8. I'm the hot one now. (My built in furnace keeps me toasty).
9. People tell me I make a cute pregnant woman (it's nice to hear because I see a bloated version of my old self when I look in the mirror).
10. I get to meet my baby soon! I'm so excited to meet the little guy.
11. I am so blessed that I get to stay at home and raise my baby.

*******
I think I like the Korean way of age determination. When a baby is born it is already one year old. In our society you are born and are zero days old. After carrying the baby around for almost a year you realize it is alive and developing and when it enters the world it is new to the outside but it has still been alive for 9 1/2 months.

************
Ryan was able to attend the class yesterday. Ed couldn't work on Saturday so I didn't have to be the sad woman by myself.

Class was good. The first half was all about breastfeeding. Good times. There was a lot to be learned but it still made me feel like a cow. I have offspring which gets its nourishment from my body. Moo.

The instructor told a very funny story about her own experience with breast feeding. She and her husband were at a restaurant celebrating their wedding anniversary and their 2 month old daughter was at home with a sitter. Somewhere in the restaurant a baby started crying. Poor woman, she knew the baby in the restaurant wasn't hers but her brain didn't know so it sent some milk down for her to feed the stranger's crying baby. She had to two big wet spots on her silk blouse. She put her napkin over her chest and that too got wet.

I would be mortified. I think the morale of that story is to leave a clean shirt in your car at all times.

The second half of the class dragged. It was all about caring for the newborn. Bathing, diapering, keeping it safe. Blah, blah, blah. We learned when you should call the baby's doctor (anytime you have a question) and some funny ways of soothing a crying baby if nothing else works. Hopefully I'll remember their techniques because that one segment was probably worth coming for the whole day.

I made a funny in class. We were all given a sticky note with a 'problem' on it. We went around the room and said if we were supposed to call the doctor or not. No wet diaper for 7 hours, call the doctor. Temperature of 101, call the doctor. Mine was, "should you call the doctor if your baby has vaginal discharge." I said it's normal because of the mother's hormones being passed to baby. The instructor said, "Would you call the doctor?" Me: "Yes, I would call the doctor if my son had vaginal discharge."

Everyone laughed and the instructor said that was a good ending point. Woo-hoo. We didn't want class to run long since it was a 6 1/2 hour class.

3 comments:

Unknown said...

I really liked this post. It was very touching and funny. Despite this fact I imagine that being pregnant is less fun than not being pregnant.

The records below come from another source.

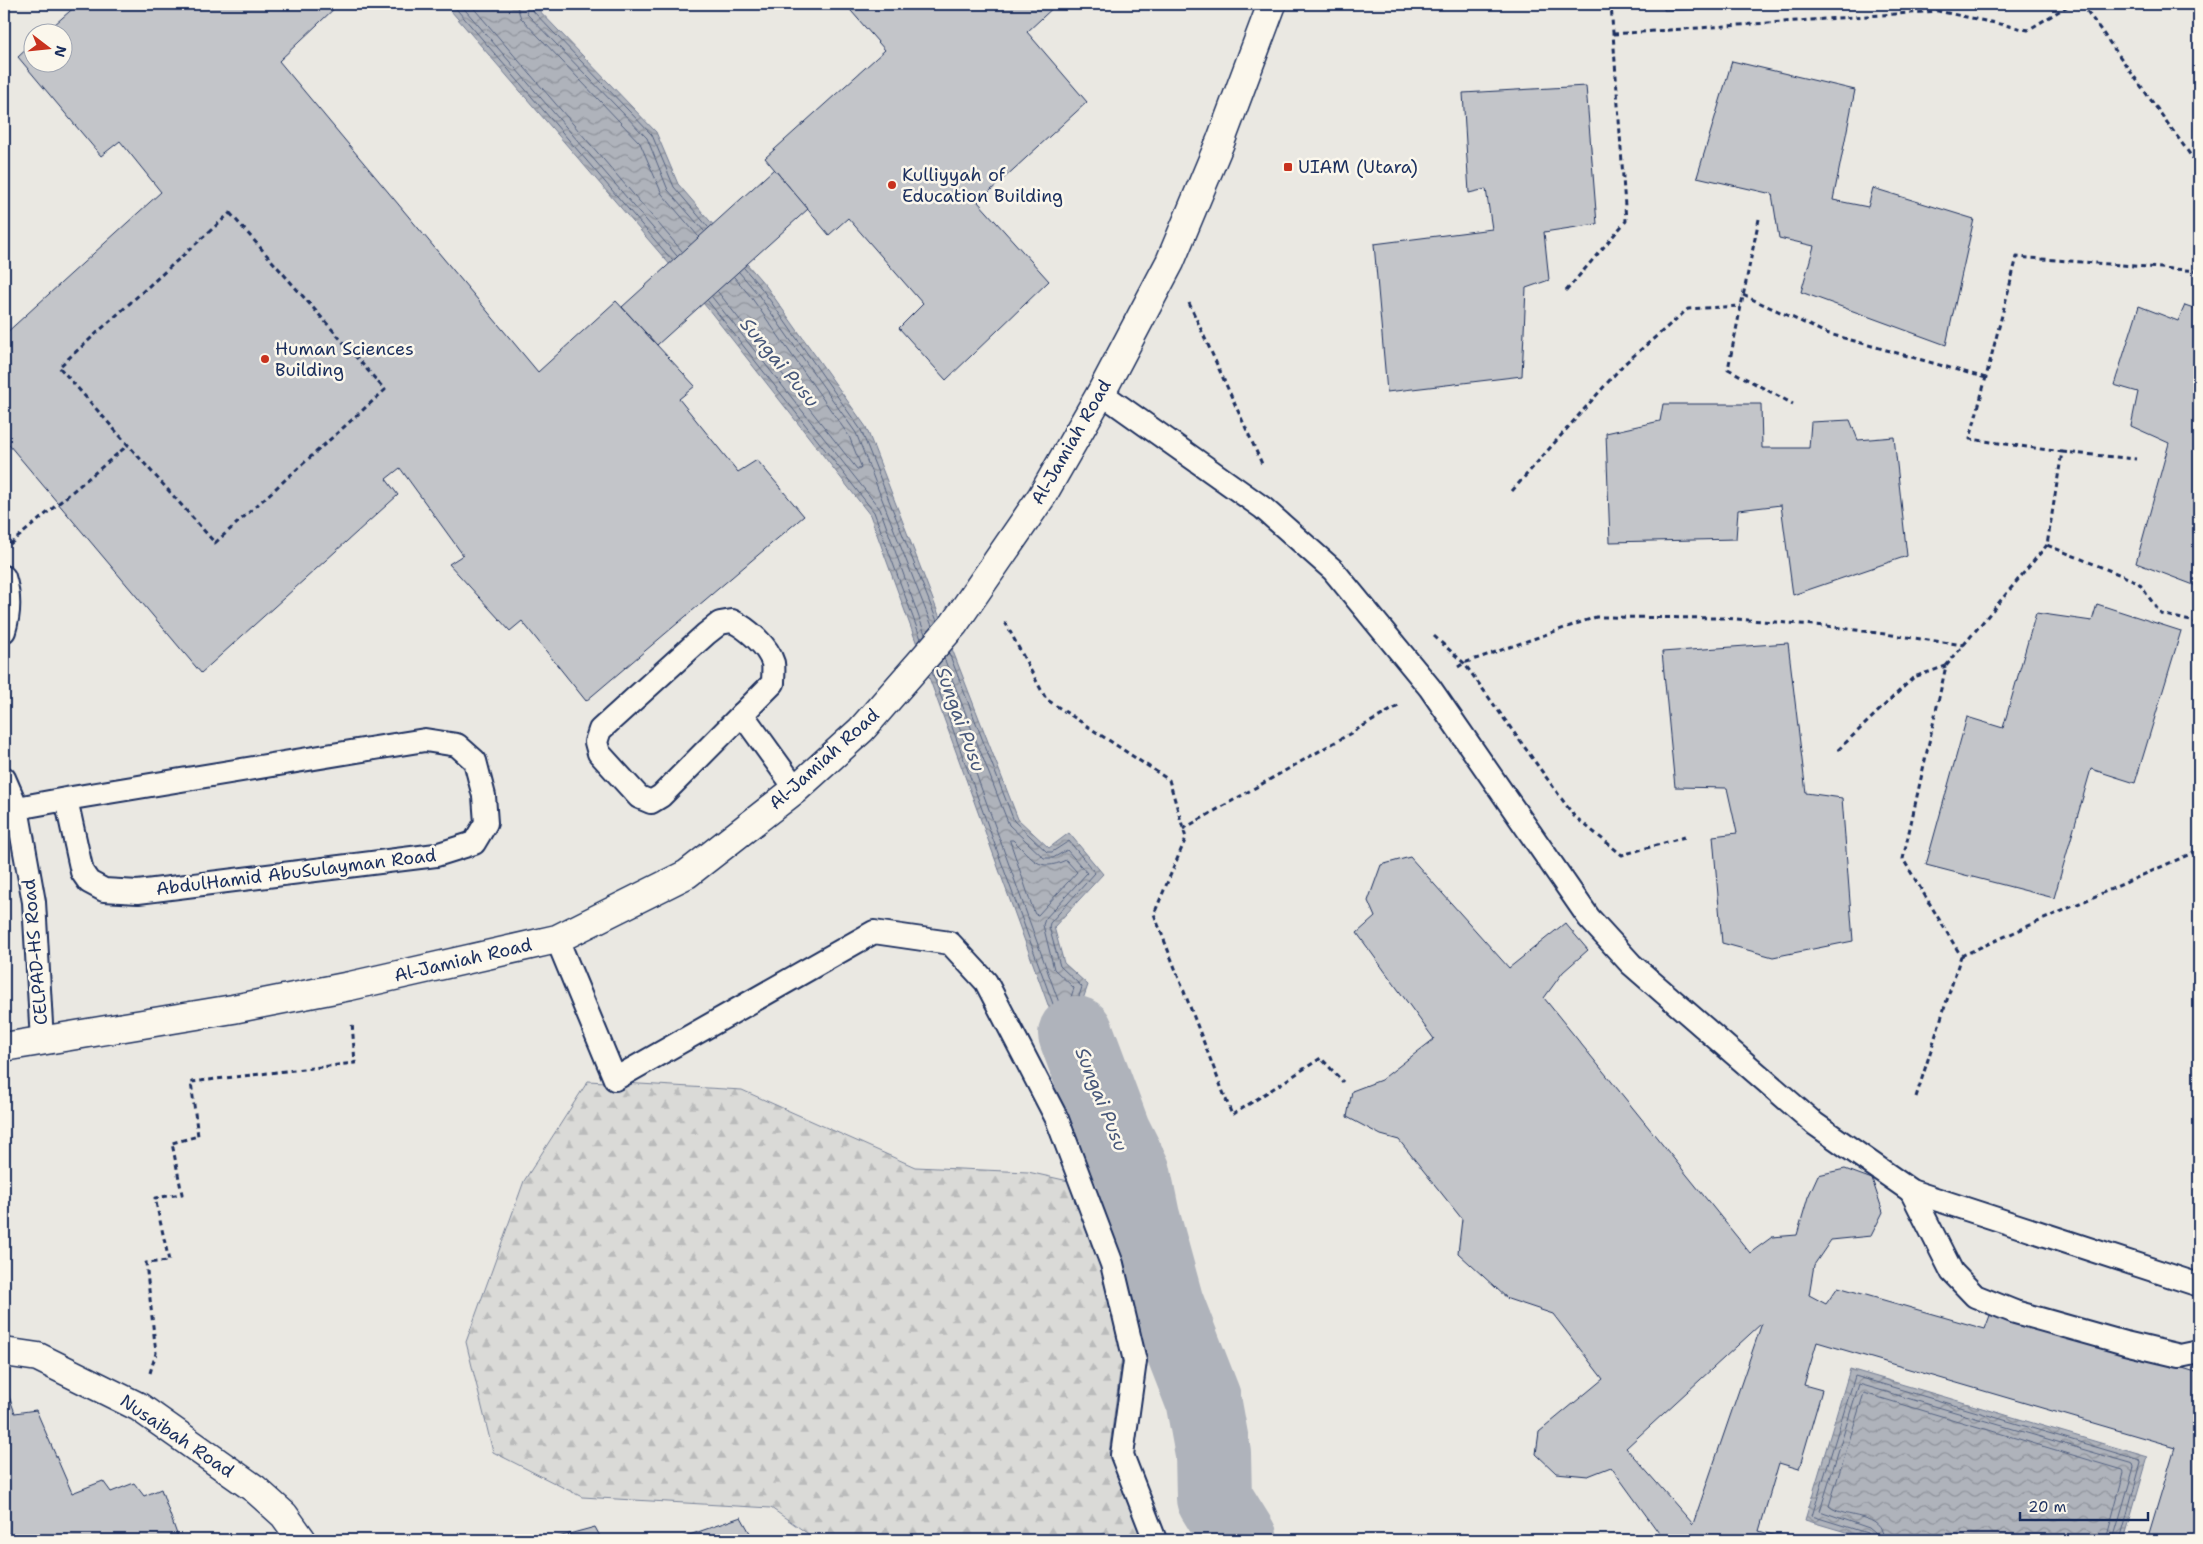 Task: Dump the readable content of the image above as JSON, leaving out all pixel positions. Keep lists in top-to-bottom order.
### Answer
{
  "streets": {
    "street": ["Al-Jamiah Road", "Nusaibah Road"],
    "lane": ["AbdulHamid AbuSulayman Road", "CELPAD-HS Road"]
  },
  "crossings": [
    ["Al-Jamiah Road", "CELPAD-HS Road"],
    ["AbdulHamid AbuSulayman Road", "CELPAD-HS Road"]
  ],
  "water": ["Sungai Pusu"],
  "places": {
    "transit": ["UIAM (Utara)"],
    "other": ["Kulliyyah of Education Building", "Human Sciences Building"]
  },
  "scale_bar": "20 m",
  "north": "right"
} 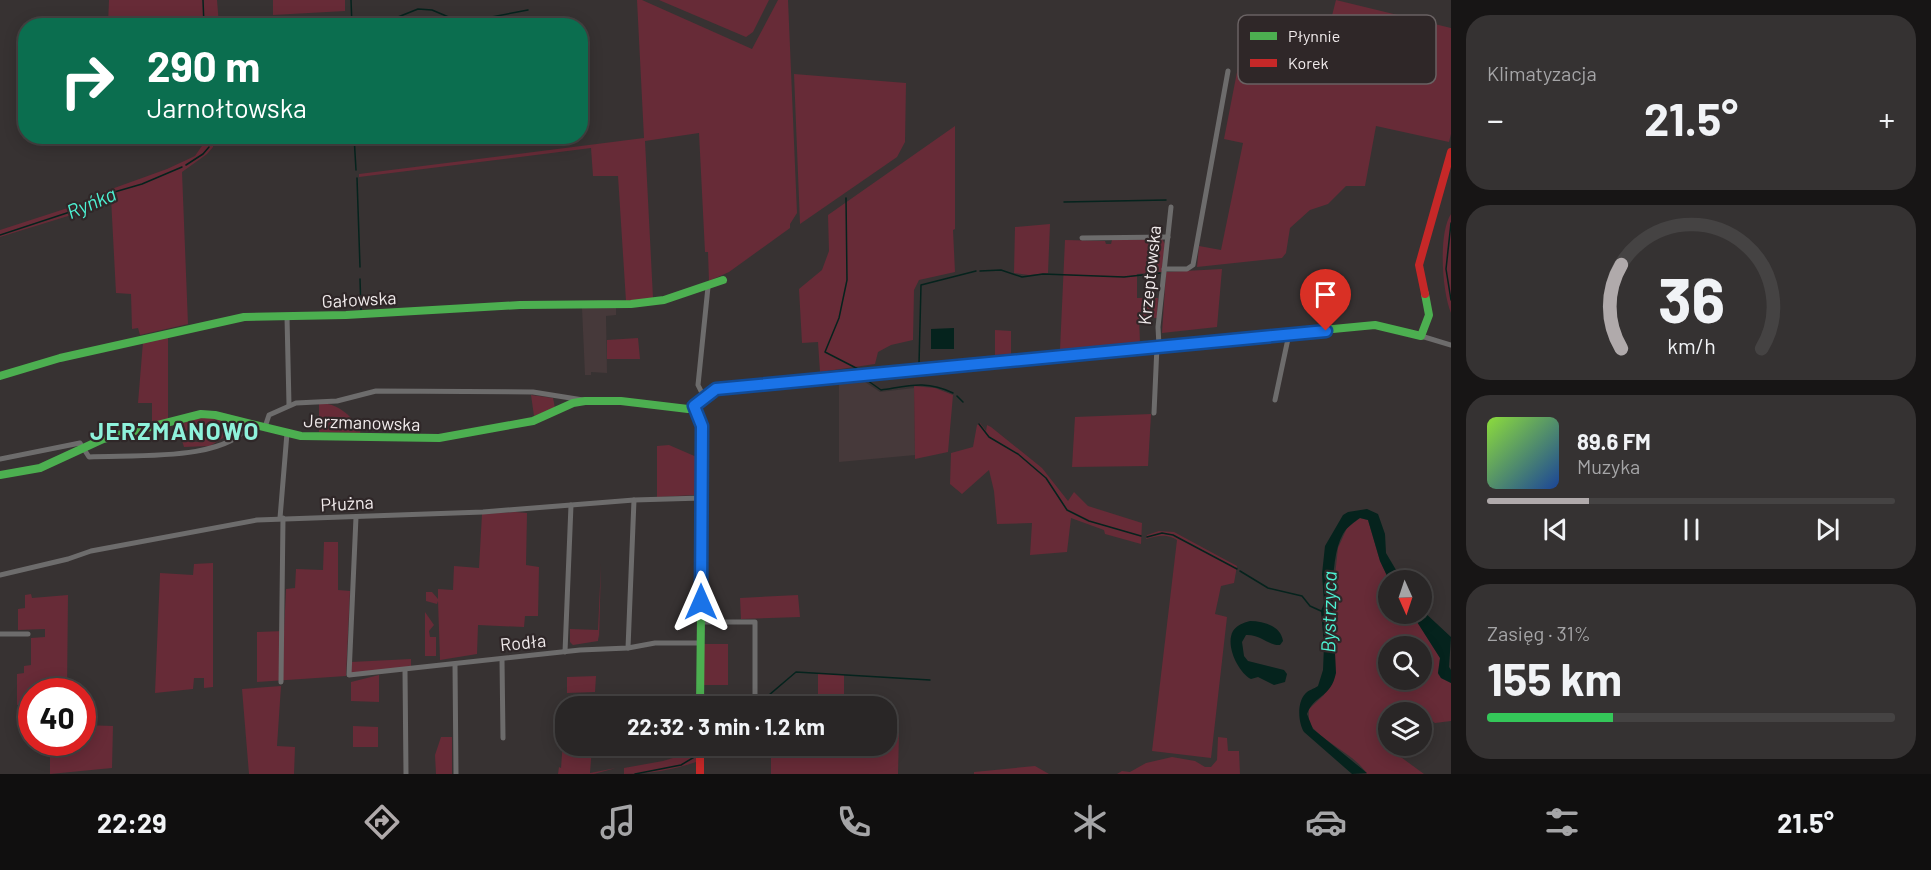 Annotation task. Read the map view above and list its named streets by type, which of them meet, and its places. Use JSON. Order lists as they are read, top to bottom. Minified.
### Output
{"streets":{"street":["Krzeptowska","Gałowska","Jerzmanowska","Płużna","Rodła"]},"crossings":[["Płużna","Rodła"]],"districts":["JERZMANOWO"],"water":["Ryńka","Bystrzyca"],"legend":["Płynnie","Korek"],"north":"bottom","page":{"tile":["Klimatyzacja",["Zasięg · 31%","155 km"]],"turn":["290 m","Jarnołtowska"],"heat":["−","21.5°","+"],"song":["89.6 FM","Muzyka"],"limit":"40","trip":"22:32 · 3 min · 1.2 km","tabs":["22:29","21.5°"],"gauge":["36","km/h"]}} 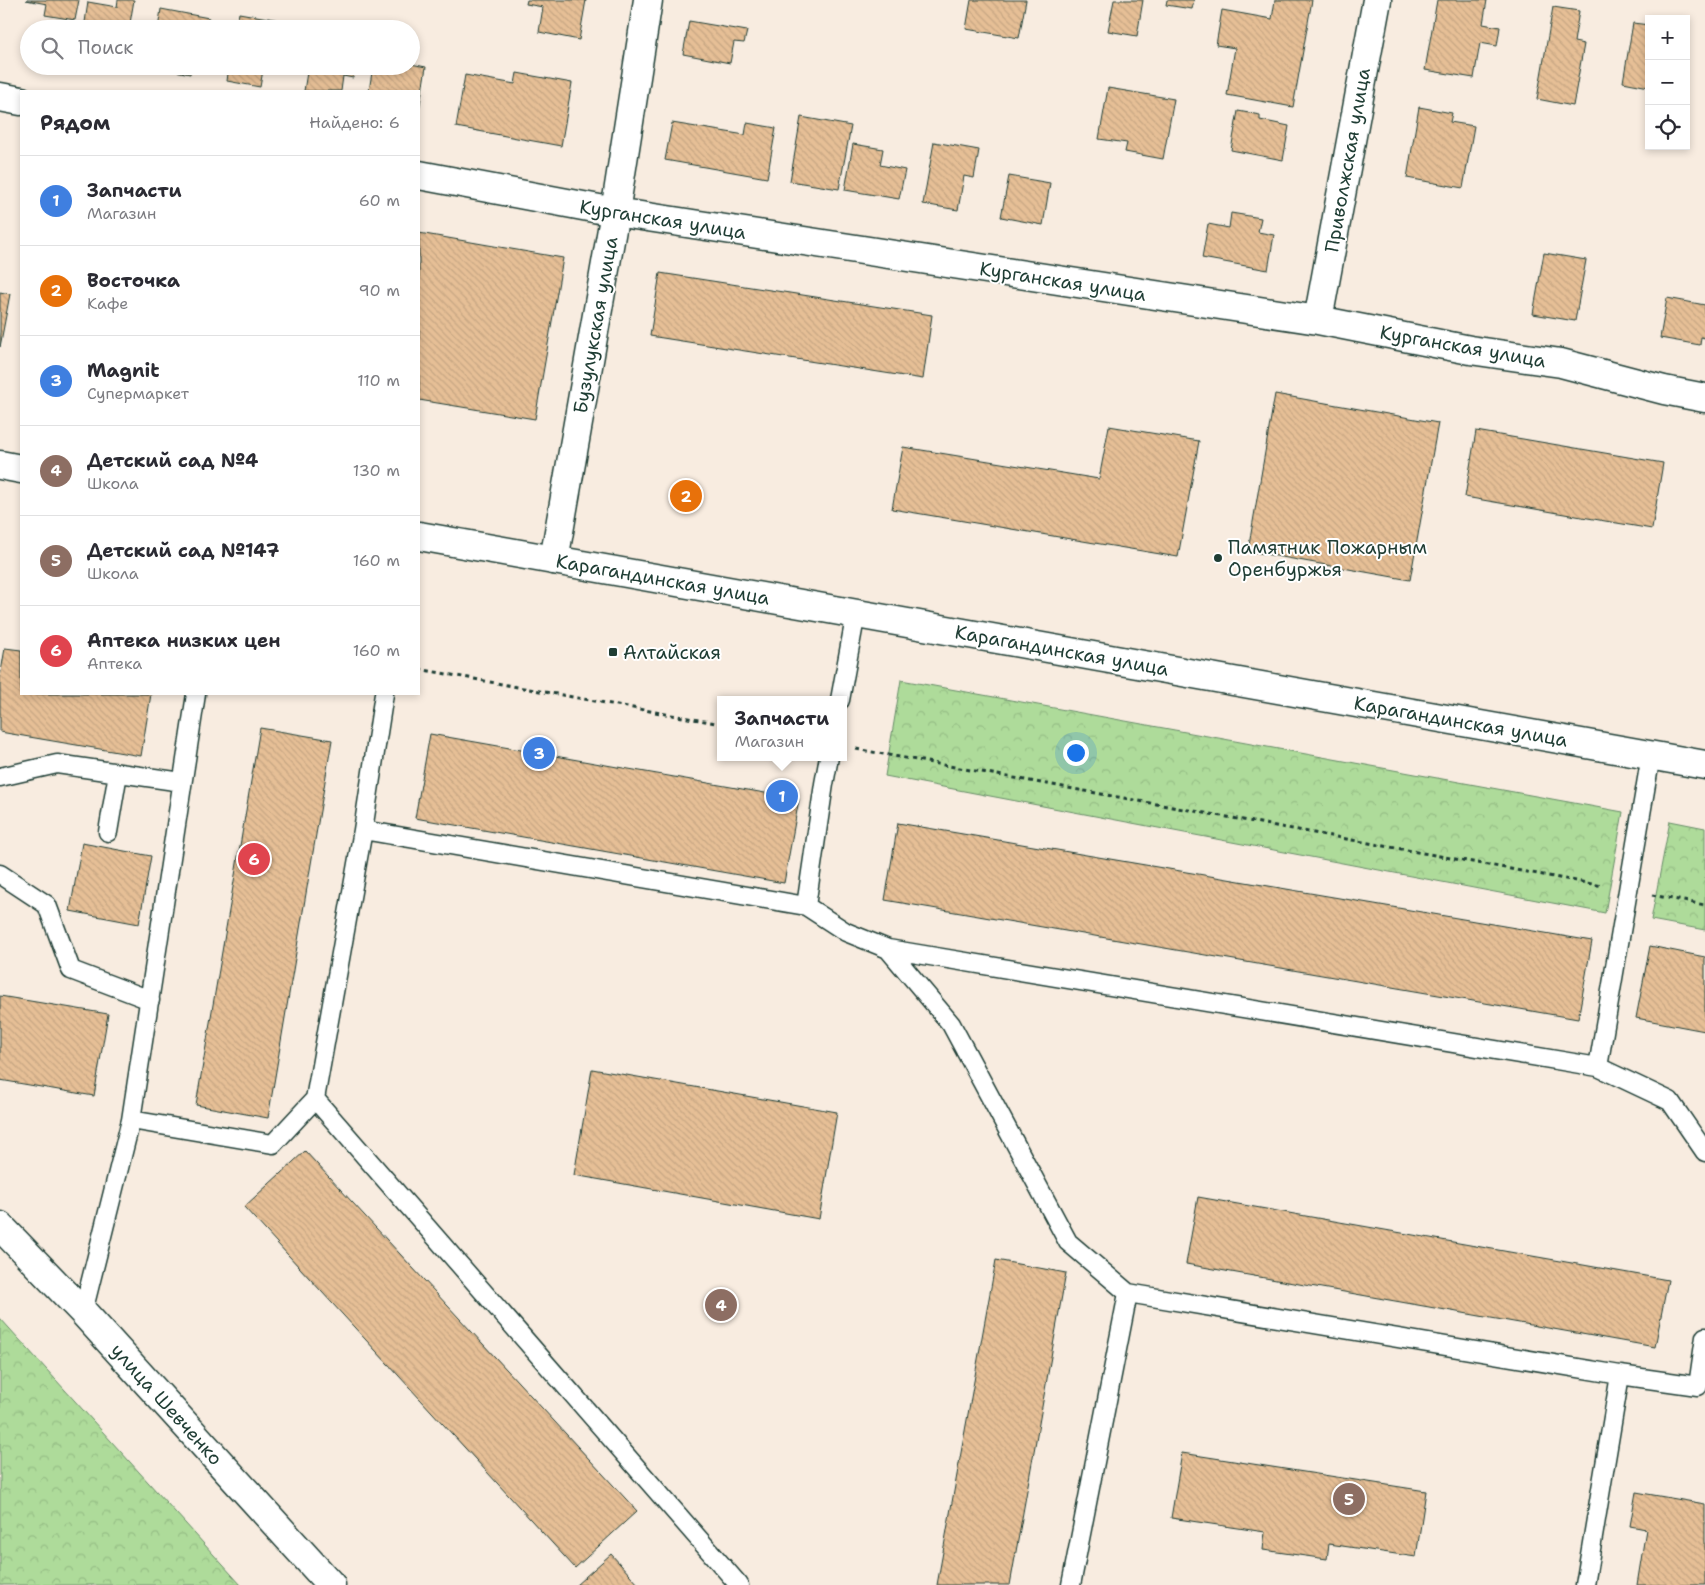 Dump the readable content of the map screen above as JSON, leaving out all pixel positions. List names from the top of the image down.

Almost there! One more week of work after this week?

Anonymous said...

Thanks for the post April, it was quite entertaining! I got to read it over my lunch at work even though I don't have internet, I opened it up and had it ready from home :) That's crazy about the silk blouse "incident", I couldn't imagine...

It's funny how ppl think they just need to give you advice constantly, that would just get frustrating at times. It'll probably never end! I have none for you :)

Nicole

Matt and Crina said...

I don't know if I should cry, or laugh at this post. I think I am going to do both, in the same time! I can do that since I have the post partum excuse.... Some things you mentioned I can fully relate!!! Ha, ha, ha, some days tottally wanted to "insert cursing here". Each time I got the urge, Matt gave me "The Look", so I had to restrain!